In the study by Numan et al. [55], both delirious patients as well as patients recovering from anesthesia (both with altered consciousness) showed an increased relative delta power and reduced relative alpha power in spectral analysis. Although the reduction of relative alpha power was stronger among patients with hypoactive delirium, the discriminatory potential of a spectral analysis between delirious patients and patients during recovery from anesthesia was low.

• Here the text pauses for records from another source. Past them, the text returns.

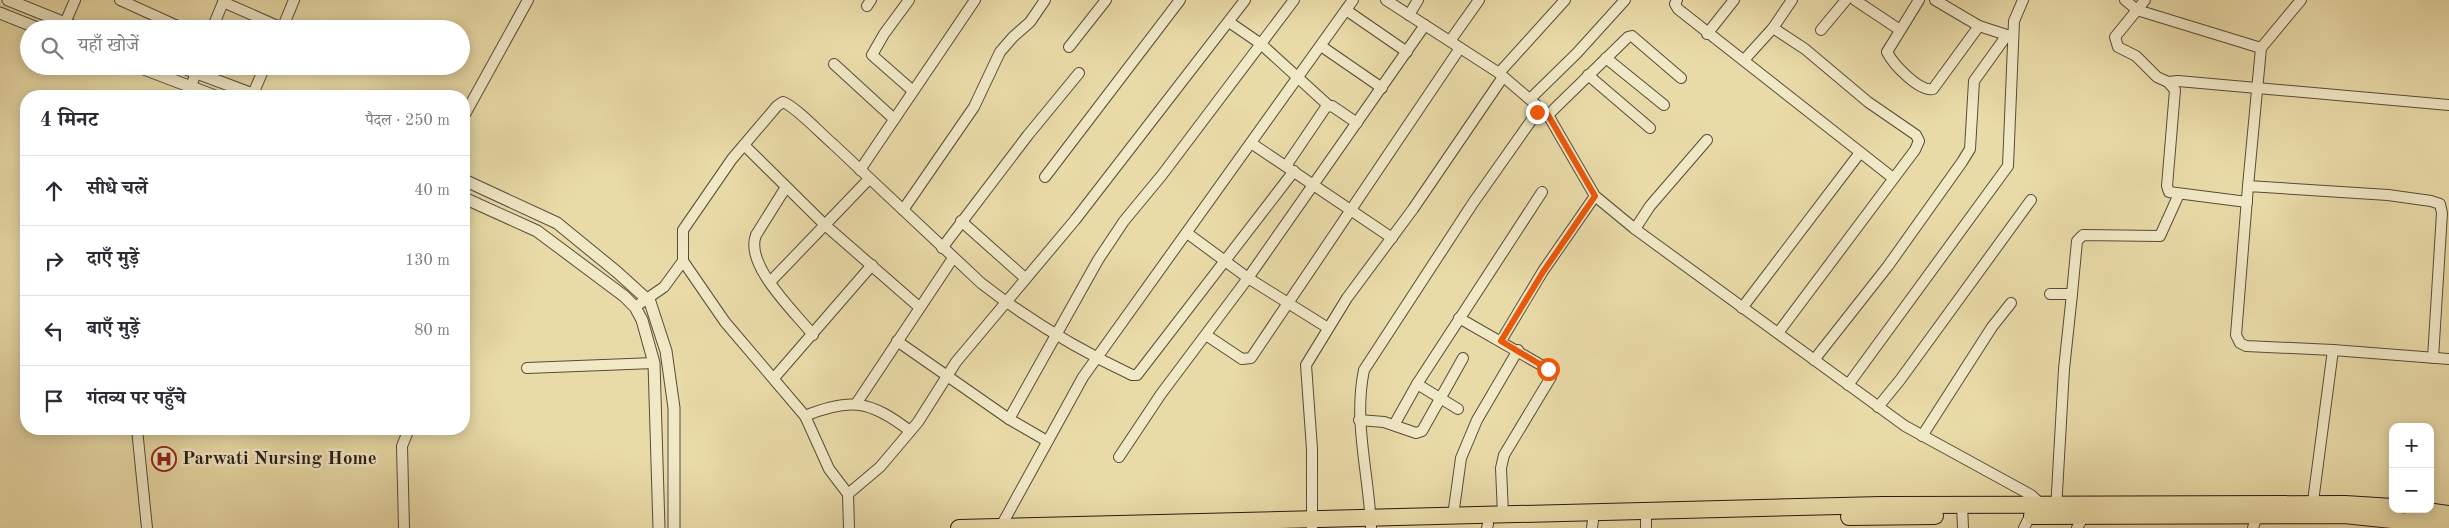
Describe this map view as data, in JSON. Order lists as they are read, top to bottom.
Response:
{
  "places": {
    "hospital": ["Parwati Nursing Home"]
  },
  "page": {
    "search": "यहाँ खोजें",
    "heading": ["4 मिनट", "पैदल · 250 m"],
    "list": [
      ["सीधे चलें", "40 m"],
      ["दाएँ मुड़ें", "130 m"],
      ["बाएँ मुड़ें", "80 m"],
      "गंतव्य पर पहुँचे"
    ],
    "map_buttons": ["+", "−"]
  }
}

This was also the case when applying functional connectivity measures such as PLI and directionality of connectivity [55]. Neuroleptic drugs were previously said to influence EEG [88, 89]. However, van der Kooi et al. [35] and Koponen et al. [52] did not find differences in relative delta power reduction in delirious patients that were treated with either haloperidol or chlorpromazine-equivalents, compared to delirious patients that were not treated. Other medication that could influence the EEG were often not reported systematically.

Qualitative EEG parameters cannot effectively discriminate patients with delirium and patients with dementia [53, 62]. In contrast, quantitative methods such as computerized waveform analysis demonstrated a significant difference in the ratio of theta over alpha waves [53]. In addition, other quantitative parameters like the increase of the relative delta band or reduction of the relative alpha band showed much higher odds ratios and reached 67% sensitivity and 91% specificity in one study [62]. In two studies by Trzepacz et al. [64, 65], a qualitative EEG analysis of delirious patients after liver transplantation demonstrated sensitivities of 83 and 75%, and specificities of 78 and 88%, respectively, for reduced dominant posterior rhythm. Both studies are limited by small sample sizes (n = 12 and 18 delirious patients) and selection bias.

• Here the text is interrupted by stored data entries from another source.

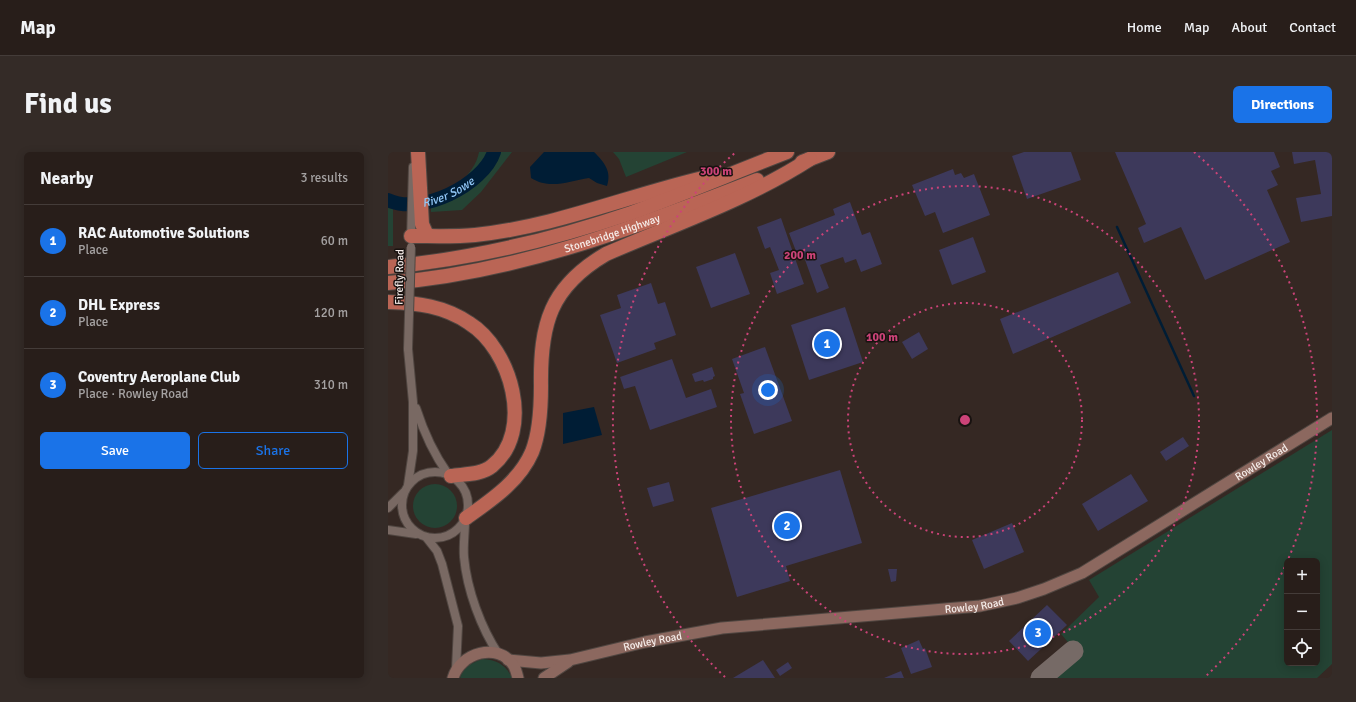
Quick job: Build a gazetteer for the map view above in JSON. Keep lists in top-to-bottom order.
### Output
{
  "streets": {
    "highway": ["Stonebridge Highway"],
    "street": ["Firefly Road", "Rowley Road"]
  },
  "water": ["River Sowe"],
  "page": {
    "header": "Map",
    "nav": [
      "Home",
      "Map",
      "About",
      "Contact"
    ],
    "buttons": [
      "Directions",
      ["Save", "Share"]
    ],
    "title": "Find us",
    "heading": ["Nearby", "3 results"],
    "list": [
      {
        "mark": "1",
        "name": "RAC Automotive Solutions",
        "note": "Place",
        "value": "60 m"
      },
      {
        "mark": "2",
        "name": "DHL Express",
        "note": "Place",
        "value": "120 m"
      },
      {
        "mark": "3",
        "name": "Coventry Aeroplane Club",
        "note": "Place · Rowley Road",
        "value": "310 m"
      }
    ],
    "pins": ["1", "2", "3"],
    "map_buttons": ["+", "−"]
  },
  "rings": ["300 m", "200 m", "100 m"]
}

In two studies, an increase of relative theta power in quantitative analysis was identified as the most sensitive characteristic of delirious patients compared to non-delirious patients [62, 63]. Numan et al. [55] performed a random forest analysis including spectral analysis, functional and directed connectivity and network topology. 77% sensitivity and 95% specificity were reached. Relative alpha, beta, and delta powers were the best discriminators. Elaborate quantitative analysis of > 200 bipolar derivations in all frequency bands did not confirm the expected sensitivity of the relative power in the theta band [35]. One reason for this could be the different margins of the theta frequency. Thomas et al. [62, 63] sub-classified the theta frequency into a lower frequency part (3-5 Hz) and an upper frequency part (5-7 Hz). The high sensitivity applied only to the lower part, which is nearer to the delta frequency that showed the highest sensitivity in the study by van der Kooi et al. [35]. Moreover, Numan et al. [56] found a better discriminatory potential between delirious and non-delirious patients in a 1-6 Hz frequency range than 1-4 Hz. Van der Kooi et al. [35] achieved around 100% sensitivity and 95% specificity for certain bi-electrode derivations, as mentioned above. Fleischmann et al. [45] found similar sensitivity and specificity in a larger not pre-specified cohort. Still, there are limitations to both studies [35, 45] since the sensitivity of the confirmation test (i.e., CAM-ICU) based on which patients were divided into delirium and non-delirium groups has been shown to be only 47% in the routine clinical setting [31]. Finally, EEG was performed only once. Thus, longitudinal studies on non-pre-selected groups of patients with quantitative cEEG are needed to further investigate sensitivity and specificity of EEG in delirium detection.